Row-Level Security (RLS) is a new feature of SQL Server 2016 and Azure SQL Database that enables data access control based on the users executing those queries: if a user isn’t authorized to access certain rows in a table then those rows are automatically filtered out by the database engine. This feature promises to simplify design and coding of applications, especially in complex multi-tenancy environments, as the access control logic is moved from the application to the database. In short, instead of writing queries like this:
CREATE VIEW vwInventory AS ... (implements security logic); SELECT * FROM vwInventory WHERE isVisibleTo = 'Paul'
We write simple queries like this:
SELECT * FROM Inventory;
Isn’t that cool?
RLS Example
Suppose that we have a multi-tenancy database with two users, John and Paul, who store their data in the table called Inventory but they are not allowed to see each other’s data. There is also a system administrator called Adam who has permissions to access any data in the database. The following scripts create database objects and populate the table with sample data:
CREATE TABLE Inventory ( InventoryID int, TenantID sysname, Product nvarchar(255), UnitPrice MONEY, CONSTRAINT [PK] PRIMARY KEY CLUSTERED(InventoryID) ); CREATE USER Adam WITHOUT LOGIN; CREATE USER John WITHOUT LOGIN; CREATE USER Paul WITHOUT LOGIN; GRANT SELECT ON dbo.Inventory TO John; GRANT SELECT ON dbo.Inventory TO Paul; GRANT SELECT ON dbo.Inventory TO Adam; INSERT INTO dbo.Inventory VALUES ( 1, 'John', N'Notebook' , 500 ) INSERT INTO dbo.Inventory VALUES ( 2, 'John', N'Tablet' , 300 ) INSERT INTO dbo.Inventory VALUES ( 3, 'John', N'Smartphone' , 700 ) INSERT INTO dbo.Inventory VALUES ( 4, 'Paul', N'Crane' , 55500 ) INSERT INTO dbo.Inventory VALUES ( 5, 'Paul', N'Truck' , 12300 ) INSERT INTO dbo.Inventory VALUES ( 6, 'Paul', N'Trailer' , 3700 )

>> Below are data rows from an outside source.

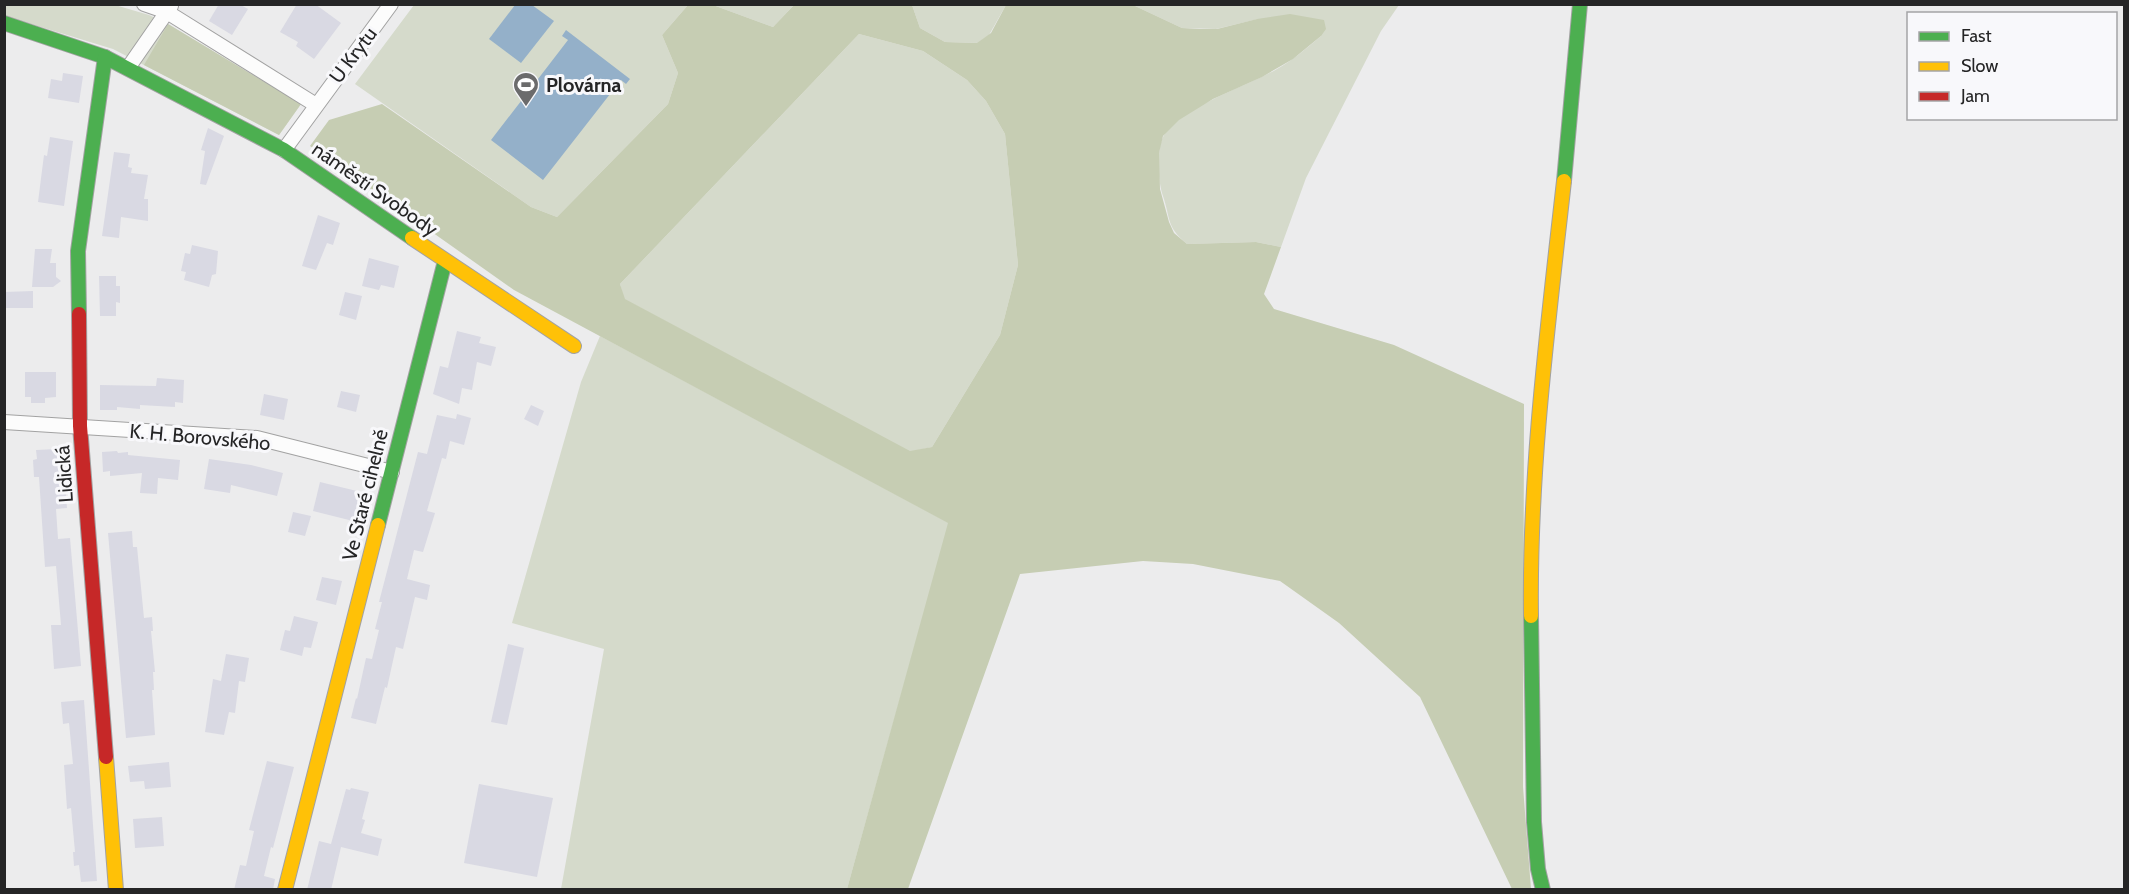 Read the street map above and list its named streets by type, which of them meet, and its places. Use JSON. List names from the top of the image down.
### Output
{
  "streets": {
    "street": [
      "U Krytu",
      "náměstí Svobody",
      "K. H. Borovského",
      "Lidická",
      "Ve Staré cihelně"
    ]
  },
  "crossings": [
    ["U Krytu", "náměstí Svobody"],
    ["náměstí Svobody", "Lidická"],
    ["náměstí Svobody", "Ve Staré cihelně"],
    ["K. H. Borovského", "Lidická"],
    ["K. H. Borovského", "Ve Staré cihelně"]
  ],
  "places": {
    "sports": ["Plovárna"]
  },
  "legend": ["Fast", "Slow", "Jam"]
}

In order to define the row-level security, we need to create three database objects:
- a schema,
- an inline function that returns 1 or 0 based on the user and business rules and
- a security policy:
CREATE SCHEMA Security; CREATE FUNCTION Security.udfSecurityCheck(@Tenant AS sysname) RETURNS TABLE WITH SCHEMABINDING AS RETURN SELECT 1 AS udfSecurityCheck_result WHERE @Tenant = USER_NAME() OR USER_NAME() = 'Adam'; CREATE SECURITY POLICY TenantPolicy ADD FILTER PREDICATE Security.udfSecurityCheck(TenantID) ON dbo.Inventory WITH (STATE = ON);
We can now run a simple SELECT query to see what results each user sees:
Execute as Paul:
EXECUTE AS USER = 'Paul'; SELECT * FROM Inventory; REVERT;
Result:
InventoryID TenantID Product UnitPrice 4 Paul Crane 55500,00 5 Paul Truck 12300,00 6 Paul Trailer 3700,00
Execute as John:
EXECUTE AS USER = 'John'; SELECT * FROM Inventory; REVERT;
Result:
InventoryID TenantID Product UnitPrice 1 John Notebook 500,00 2 John Tablet 300,00 3 John Smartphone 700,00
Execute as Adam (admin):
EXECUTE AS USER = 'Adam'; SELECT * FROM Inventory; REVERT;
InventoryID TenantID Product UnitPrice 1 John Notebook 500,00 2 John Tablet 300,00 3 John Smartphone 700,00 4 Paul Crane 55500,00 5 Paul Truck 12300,00 6 Paul Trailer 3700,00
From the application perspective, each query is as simple as SELECT * FROM Inventory, there’s no WHERE clauses at all. All the filtering of records is happening behind the scenes through evaluation of each record in the inline function defined as a part of the security policy…. Oh, wait, a UDF is executed for each row in the table? Didn’t they always tell us this was a performance killer?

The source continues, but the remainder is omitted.